SAR-W-MixMAE: SAR Foundation Model Training Using Backscatter Power Weighting
Ali Caglayan, Nevrez Imamoglu, Toru Kouyama
TL;DR
This paper tackles the challenge of applying foundation-model pretraining to SAR imagery by introducing SAR-W-MixMAE, a MixMAE-based pretraining framework that incorporates SAR-specific priors through pixel-wise backscatter power weighting. The authors derive a weighting scheme from the linear-scale average of the VH and VV channels, $W_{SAR}$, and modify the reconstruction loss to emphasize lower-backscatter regions, improving robustness to speckle noise. Pretraining on BigEarthNet with Sentinel-1 data, followed by finetuning for multi-label SAR classification and flood detection on SEN12-FLOOD, yields notable improvements over random initialization and baseline MixMAE, especially in flood detection where recall increases significantly. These results suggest that embedding domain-specific priors into self-supervised SAR pretraining can produce more transferable representations for earth observation tasks under challenging noise conditions.
Abstract
Foundation model approaches such as masked auto-encoders (MAE) or its variations are now being successfully applied to satellite imagery.
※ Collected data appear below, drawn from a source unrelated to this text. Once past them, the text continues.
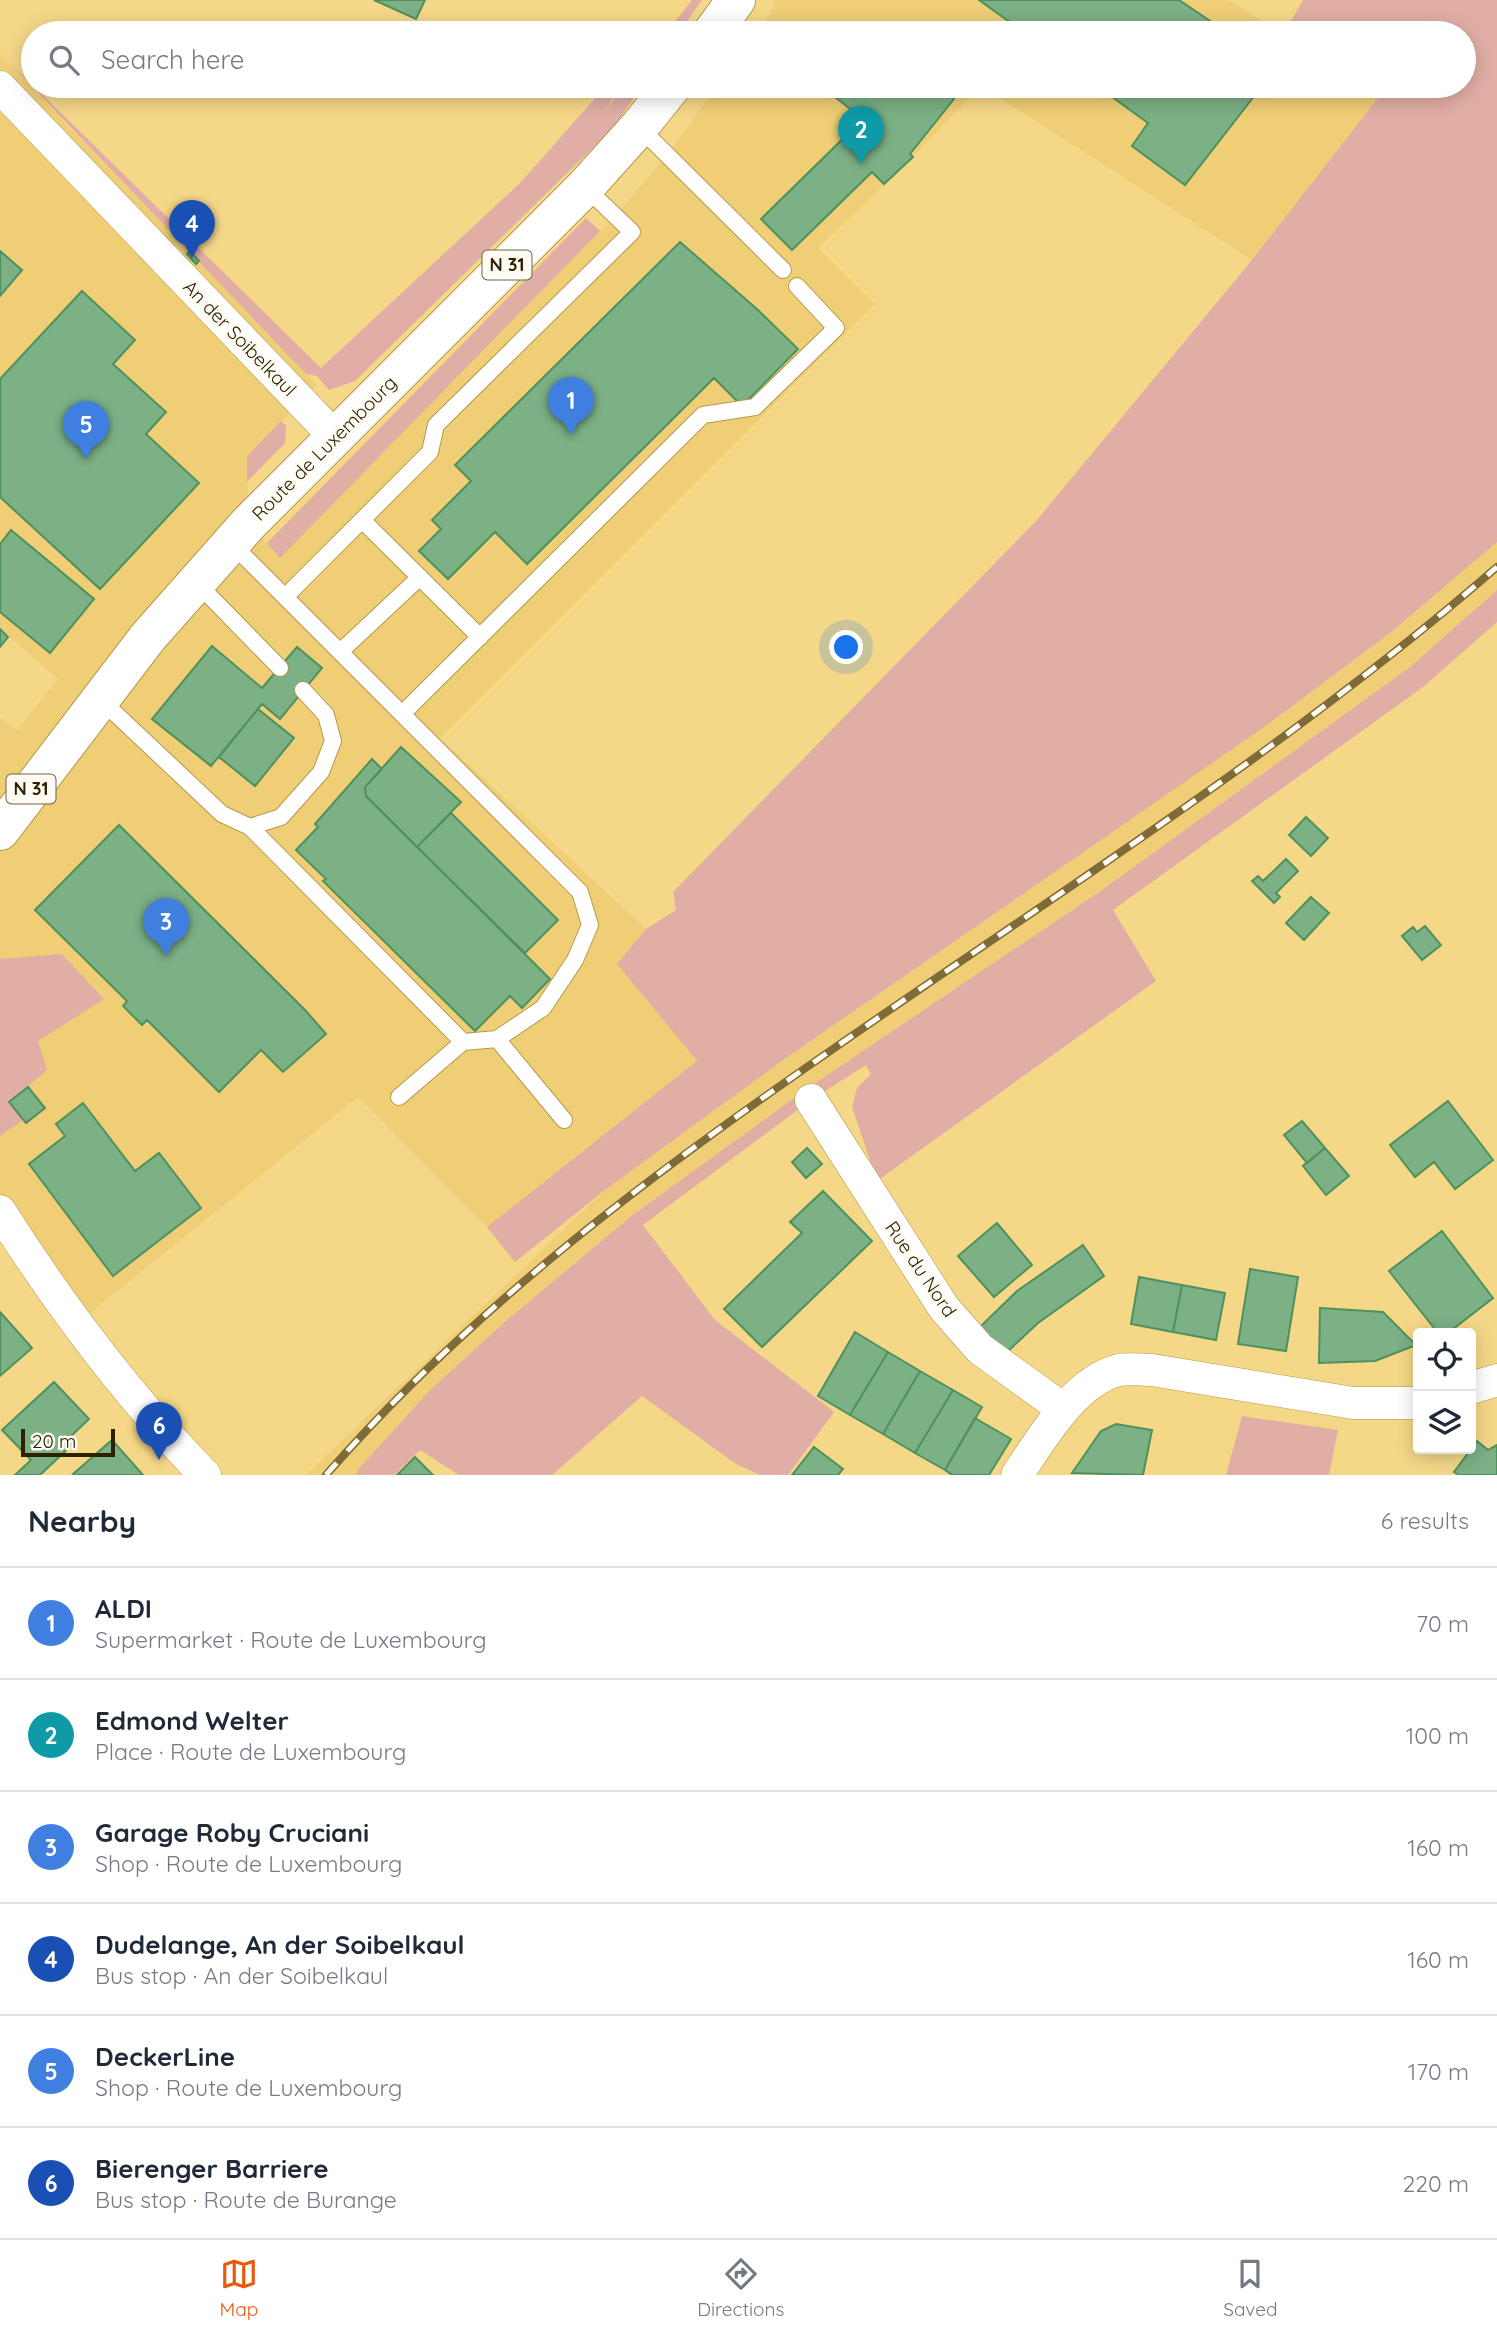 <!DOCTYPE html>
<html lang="en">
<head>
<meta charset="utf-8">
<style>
  body { margin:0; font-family:Quicksand,sans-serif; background:#f6f6f7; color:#1f2937 }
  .controls { position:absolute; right:21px; bottom:21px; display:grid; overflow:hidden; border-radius:7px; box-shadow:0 4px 18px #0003 }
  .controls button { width:63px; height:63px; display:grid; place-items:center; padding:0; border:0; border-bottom:2px solid #e0e1e3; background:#fff; color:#1f2937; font:35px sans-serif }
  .scale { position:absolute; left:21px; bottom:18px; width:94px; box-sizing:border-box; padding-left:7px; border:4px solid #2d2100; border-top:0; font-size:19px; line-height:24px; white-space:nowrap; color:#2d2100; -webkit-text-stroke:5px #fefbf4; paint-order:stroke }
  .you { position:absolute; left:847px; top:648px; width:24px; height:24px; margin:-18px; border:5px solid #fff; border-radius:50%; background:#1a73e8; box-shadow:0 0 0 10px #1a73e833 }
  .badge { display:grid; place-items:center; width:46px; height:46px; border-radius:50%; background:#ea580c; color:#fff; font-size:23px; font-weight:700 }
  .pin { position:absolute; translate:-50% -58px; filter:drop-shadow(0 2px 4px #0008) }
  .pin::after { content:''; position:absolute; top:37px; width:24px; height:21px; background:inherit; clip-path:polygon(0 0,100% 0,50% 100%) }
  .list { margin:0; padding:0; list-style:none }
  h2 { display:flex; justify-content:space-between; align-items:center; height:91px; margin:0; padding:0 28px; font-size:30px }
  h2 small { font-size:23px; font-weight:400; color:#747a83 }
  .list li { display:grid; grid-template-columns:46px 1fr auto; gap:21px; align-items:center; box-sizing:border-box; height:112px; padding:0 28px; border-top:2px solid #e0e1e3 }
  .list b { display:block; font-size:26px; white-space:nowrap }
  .list p { margin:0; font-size:23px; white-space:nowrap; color:#747a83 }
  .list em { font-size:23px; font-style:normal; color:#747a83 }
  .icon { flex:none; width:38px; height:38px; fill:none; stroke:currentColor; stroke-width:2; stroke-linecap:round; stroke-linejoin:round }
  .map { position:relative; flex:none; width:1497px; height:1475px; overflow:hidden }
  .search { position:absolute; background:#fff; box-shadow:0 4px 18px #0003; left:21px; right:21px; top:21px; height:77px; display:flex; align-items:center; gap:18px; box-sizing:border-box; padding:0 24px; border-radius:38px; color:#747a83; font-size:26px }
  .sheet { height:763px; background:#fff }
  nav { display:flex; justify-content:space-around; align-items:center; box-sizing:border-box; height:98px; border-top:2px solid #e0e1e3; background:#fff; font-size:19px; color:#747a83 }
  nav a { display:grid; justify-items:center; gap:4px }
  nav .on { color:#ea580c }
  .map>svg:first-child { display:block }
  .built { fill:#efce76 }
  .green { fill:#e1aea5 }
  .building { fill:#7cb085; stroke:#4e915d; stroke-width:2 }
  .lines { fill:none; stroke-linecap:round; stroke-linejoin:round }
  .service-casing { stroke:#b5994a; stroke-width:18 }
  .minor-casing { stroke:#b5994a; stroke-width:33 }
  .primary-casing { stroke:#b5994a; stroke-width:40 }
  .service { stroke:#fff; stroke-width:16 }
  .minor { stroke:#fff; stroke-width:32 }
  .primary { stroke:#fff; stroke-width:38 }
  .rail-casing { stroke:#7e6b37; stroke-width:8 }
  .rail { stroke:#fefbf4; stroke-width:5; stroke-dasharray:16; stroke-linecap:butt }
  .labels { text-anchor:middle; stroke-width:7; stroke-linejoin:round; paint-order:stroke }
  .shield { fill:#fefbf4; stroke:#6c6249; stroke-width:2 }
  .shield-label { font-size:18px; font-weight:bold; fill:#2d2100 }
  .street-label { font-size:19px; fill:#2d2100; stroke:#fefbf4 }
</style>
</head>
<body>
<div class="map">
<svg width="1497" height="1475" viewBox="0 0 1497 1475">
  <rect width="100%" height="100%" fill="#f5d788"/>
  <!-- built -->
  <path class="built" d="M 773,0 L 1229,0 L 1281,33 L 755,33 L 774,8 Z
    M 0,55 L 317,385 L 247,457 L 248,524 L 280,557 L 615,216 L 667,155 L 717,86 L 980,86 L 913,157 L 818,248 L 875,304 L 440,738 L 646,929 L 617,964 L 697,1061 L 487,1227 L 358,1097 L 75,1325 L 0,1211 L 0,718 L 17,730 L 58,679 L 0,629 Z
    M 981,86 L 1361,86 L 1379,97 L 1252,260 Z
    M 1497,542 L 1497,590 L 1410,667 L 1102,890 L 805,1090 L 630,1217 L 507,1320 L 430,1390 L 357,1471 L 357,1475 L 306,1475 L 605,1190 L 779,1063 L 1267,725 L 1390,633 Z"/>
  <!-- green -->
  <path class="green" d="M 692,0 L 702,0 L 679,33 L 666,33 Z
    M 1303,0 L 1497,0 L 1497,542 L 1390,633 L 1267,725 L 779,1063 L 605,1190 L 515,1262 L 487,1227 L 697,1061 L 617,964 L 646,929 L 676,910 L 673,892 L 1037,520 L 1252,260 L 1378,98 L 1361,86 L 1464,86 L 1464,33 L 1284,33 Z
    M 0,53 L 321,368 L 520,183 L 606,86 L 621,86 L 605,110 L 625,86 L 642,86 L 613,128 L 355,381 L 329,390 L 317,376 L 306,374 Z
    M 586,218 L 600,231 L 280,558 L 267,543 Z
    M 281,421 L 286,426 L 285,443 L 247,482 L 247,456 Z
    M 1497,590 L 1497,622 L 1423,687 L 1113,910 L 1156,981 L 877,1181 L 852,1107 L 857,1088 L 871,1074 L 866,1065 L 811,1100 L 643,1225 L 715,1320 L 834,1412 L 788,1475 L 760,1475 L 736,1464 L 642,1396 L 552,1475 L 459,1475 L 420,1450 L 394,1475 L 357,1475 L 357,1471 L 430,1390 L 507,1320 L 630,1217 L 805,1090 L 1102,890 L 1410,667 Z
    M 62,954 L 104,999 L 38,1041 L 47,1070 L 9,1102 L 23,1120 L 0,1136 L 0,959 Z
    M 1242,1416 L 1338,1430 L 1329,1475 L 1226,1475 Z"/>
  <!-- building -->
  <path class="building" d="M 374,0 L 425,0 L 416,19 Z
    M 979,0 L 1179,0 L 1228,33 L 1025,33 Z
    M 827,26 L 837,33 L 821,33 Z
    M 821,86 L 938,86 L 954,99 L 910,154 L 913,157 L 884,184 L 872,172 L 792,250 L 761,219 L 863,119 Z
    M 1097,86 L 1262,86 L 1185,185 L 1132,146 L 1148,123 Z
    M 680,242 L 758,310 L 798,349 L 742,406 L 714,378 L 527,564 L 495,532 L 448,579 L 419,551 L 441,529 L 432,520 L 471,481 L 455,465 Z
    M 0,251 L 22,270 L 0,296 Z
    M 190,251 L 199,261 L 196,264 L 187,254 Z
    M 82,291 L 135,340 L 113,364 L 166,412 L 146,434 L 199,483 L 100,589 L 0,497 L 0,379 Z
    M 11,530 L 94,599 L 50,653 L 0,612 L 0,544 Z
    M 0,629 L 8,637 L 0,647 Z
    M 212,646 L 262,688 L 297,647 L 322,668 L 280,719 L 262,704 L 211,766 L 152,719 Z
    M 258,709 L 294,738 L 255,786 L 219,757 Z
    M 401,747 L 461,802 L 417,847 L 366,796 L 365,787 Z
    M 372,759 L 382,769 L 365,787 L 366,796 L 550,979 L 522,1008 L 510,996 L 475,1031 L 323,881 L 326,879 L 296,850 L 318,827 L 315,824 Z
    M 451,813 L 558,920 L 525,953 L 417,847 Z
    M 1306,817 L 1328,838 L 1311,856 L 1289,835 Z
    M 119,825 L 306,1011 L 326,1034 L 283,1072 L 261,1050 L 219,1092 L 147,1020 L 142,1025 L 123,1006 L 127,1001 L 35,910 Z
    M 1286,859 L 1298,871 L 1276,893 L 1280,897 L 1274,903 L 1252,881 L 1258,876 L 1263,881 Z
    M 1311,897 L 1329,913 L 1304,940 L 1286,923 Z
    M 1425,926 L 1441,945 L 1422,960 L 1402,936 L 1413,927 L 1417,932 Z
    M 28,1087 L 45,1108 L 26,1123 L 9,1102 Z
    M 1448,1101 L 1493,1160 L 1455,1189 L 1434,1162 L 1415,1177 L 1390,1145 Z
    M 83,1103 L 135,1171 L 159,1153 L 201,1208 L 113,1276 L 29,1164 L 65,1136 L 56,1124 Z
    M 1302,1121 L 1325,1148 L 1307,1163 L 1284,1135 Z
    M 807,1148 L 822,1164 L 806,1178 L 792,1162 Z
    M 1325,1148 L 1349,1176 L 1326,1195 L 1303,1166 Z
    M 823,1191 L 872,1241 L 762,1347 L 724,1309 L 802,1233 L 790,1222 Z
    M 997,1223 L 1032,1265 L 994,1297 L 958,1256 Z
    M 1442,1231 L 1493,1298 L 1448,1333 L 1438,1333 L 1389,1271 Z
    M 1083,1245 L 1104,1276 L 1038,1323 L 1006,1353 L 980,1327 L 1017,1291 Z
    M 1250,1269 L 1298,1277 L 1286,1351 L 1238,1344 Z
    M 1139,1277 L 1182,1285 L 1173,1332 L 1131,1324 Z
    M 1182,1285 L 1225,1293 L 1216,1340 L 1173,1332 Z
    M 1320,1308 L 1383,1312 L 1416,1345 L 1375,1361 L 1319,1363 Z
    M 0,1312 L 32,1348 L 0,1376 Z
    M 855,1332 L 888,1352 L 850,1415 L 818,1396 Z
    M 888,1352 L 920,1371 L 883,1434 L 850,1415 Z
    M 920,1371 L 953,1390 L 915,1453 L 883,1434 Z
    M 54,1382 L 89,1419 L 67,1440 L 72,1445 L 40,1475 L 15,1475 L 31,1460 L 2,1430 Z
    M 953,1390 L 982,1407 L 945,1470 L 915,1453 Z
    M 975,1418 L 1011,1439 L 989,1475 L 952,1475 L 945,1470 Z
    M 1116,1424 L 1152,1430 L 1143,1475 L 1072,1473 L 1101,1431 Z
    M 112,1440 L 143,1475 L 75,1475 L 73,1474 Z
    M 1477,1441 L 1488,1450 L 1497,1445 L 1497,1475 L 1459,1475 L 1454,1472 Z
    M 814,1447 L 843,1469 L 838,1475 L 792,1475 Z
    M 415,1457 L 433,1475 L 397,1475 Z"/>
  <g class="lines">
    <!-- service casing -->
    <g class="service-casing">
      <path id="service" d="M 639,127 L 783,270
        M 362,520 L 480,637
        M 231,543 L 580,892 L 590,925 L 575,960 L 543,1008 L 497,1039 L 463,1042
        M 196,582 L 280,668
        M 285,597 L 430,452 L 436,425 L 632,232 L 585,187
        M 340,652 L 420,577
        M 101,700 L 222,814 L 250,827 L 281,817 L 321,772 L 333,741 L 326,715 L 303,690
        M 402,714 L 703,415 L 755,407 L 836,328 L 797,286
        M 250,827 L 463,1042 L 399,1097
        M 497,1039 L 564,1120"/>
    </g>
    <!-- minor casing -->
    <g class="minor-casing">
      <path id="minor" d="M 0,87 L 335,437
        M 811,1100 L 944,1308 L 980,1349 L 1063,1409
        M 0,1211 C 60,1306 126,1394 205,1475
        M 1471,1388 L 1497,1380
        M 1017,1475 C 1041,1440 1074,1381 1119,1370 C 1129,1368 1142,1370 1152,1370 L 1353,1403 L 1418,1403"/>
    </g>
    <!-- primary casing -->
    <g class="primary-casing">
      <path id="primary" d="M 712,33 L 736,0
        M 0,831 L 148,637 L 248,524 L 585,187 L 639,127 L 672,86"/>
    </g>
    <!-- service -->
    <use href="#service" class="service"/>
    <!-- minor -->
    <use href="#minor" class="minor"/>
    <!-- primary -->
    <use href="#primary" class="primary"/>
    <!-- rail casing -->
    <g class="rail-casing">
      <path id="rail" d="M 326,1475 C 473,1307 650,1175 833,1049 C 1057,893 1290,747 1497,567"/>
    </g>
    <!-- rail -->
    <use href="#rail" class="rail"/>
  </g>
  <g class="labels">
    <!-- shield labels -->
    <g class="shield">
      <rect x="482.5" y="250.5" width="49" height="29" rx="5"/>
      <rect x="6.5" y="774.5" width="49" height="29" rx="5"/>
    </g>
    <g class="shield-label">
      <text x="507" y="271">N 31</text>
      <text x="31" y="795">N 31</text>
    </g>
    <!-- street labels -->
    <g class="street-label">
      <text transform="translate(240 338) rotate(46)" y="7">An der Soibelkaul</text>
      <text transform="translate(324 448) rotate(-45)" y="7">Route de Luxembourg</text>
      <text transform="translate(921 1269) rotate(56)" y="7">Rue du Nord</text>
    </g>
  </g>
</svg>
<div class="controls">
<button><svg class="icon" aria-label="locate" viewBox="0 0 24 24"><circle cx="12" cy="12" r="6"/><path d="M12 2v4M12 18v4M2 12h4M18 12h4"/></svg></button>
<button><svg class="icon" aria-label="layers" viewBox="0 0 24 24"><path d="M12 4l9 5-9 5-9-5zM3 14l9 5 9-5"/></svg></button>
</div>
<div class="scale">20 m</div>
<div class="you"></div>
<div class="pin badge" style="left:571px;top:435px;background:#3f7fe0">1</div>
<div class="pin badge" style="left:861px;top:164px;background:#0f9aa8">2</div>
<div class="pin badge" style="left:166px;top:956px;background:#3f7fe0">3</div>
<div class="pin badge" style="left:192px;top:258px;background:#1a4fb4">4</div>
<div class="pin badge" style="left:86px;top:459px;background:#3f7fe0">5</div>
<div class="pin badge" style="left:159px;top:1460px;background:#1a4fb4">6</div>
<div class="search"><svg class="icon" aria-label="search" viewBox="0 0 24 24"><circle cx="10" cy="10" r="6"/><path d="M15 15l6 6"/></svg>Search here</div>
</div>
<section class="sheet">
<h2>Nearby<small>6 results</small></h2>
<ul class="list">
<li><span class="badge" style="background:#3f7fe0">1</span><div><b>ALDI</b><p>Supermarket · Route de Luxembourg</p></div><em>70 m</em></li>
<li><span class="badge" style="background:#0f9aa8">2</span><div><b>Edmond Welter</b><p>Place · Route de Luxembourg</p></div><em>100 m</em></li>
<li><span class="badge" style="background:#3f7fe0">3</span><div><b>Garage Roby Cruciani</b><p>Shop · Route de Luxembourg</p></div><em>160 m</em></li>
<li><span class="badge" style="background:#1a4fb4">4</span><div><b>Dudelange, An der Soibelkaul</b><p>Bus stop · An der Soibelkaul</p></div><em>160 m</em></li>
<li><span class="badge" style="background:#3f7fe0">5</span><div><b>DeckerLine</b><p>Shop · Route de Luxembourg</p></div><em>170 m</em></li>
<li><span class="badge" style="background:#1a4fb4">6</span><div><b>Bierenger Barriere</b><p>Bus stop · Route de Burange</p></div><em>220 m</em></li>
</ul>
</section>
<nav>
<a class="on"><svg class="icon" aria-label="map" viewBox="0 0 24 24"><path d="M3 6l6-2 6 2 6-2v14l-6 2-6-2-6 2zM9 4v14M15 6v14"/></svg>Map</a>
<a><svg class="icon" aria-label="directions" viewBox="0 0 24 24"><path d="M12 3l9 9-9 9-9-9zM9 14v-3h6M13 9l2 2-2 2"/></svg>Directions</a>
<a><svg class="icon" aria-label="saved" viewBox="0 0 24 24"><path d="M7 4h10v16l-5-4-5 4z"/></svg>Saved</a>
</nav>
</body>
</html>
Most of the ongoing technical validation of foundation models have been applied to optical images like RGB or multi-spectral images. Due to difficulty in semantic labeling to create datasets and higher noise content with respect to optical images, Synthetic Aperture Radar (SAR) data has not been explored a lot in the field for foundation models. Therefore, in this work as a pre-training approach, we explored masked auto-encoder, specifically MixMAE on Sentinel-1 SAR images and its impact on SAR image classification tasks. Moreover, we proposed to use the physical characteristic of SAR data for applying weighting parameter on the auto-encoder training loss (MSE) to reduce the effect of speckle noise and very high values on the SAR images. Proposed SAR intensity-based weighting of the reconstruction loss demonstrates promising results both on SAR pre-training and downstream tasks specifically on flood detection compared with the baseline model.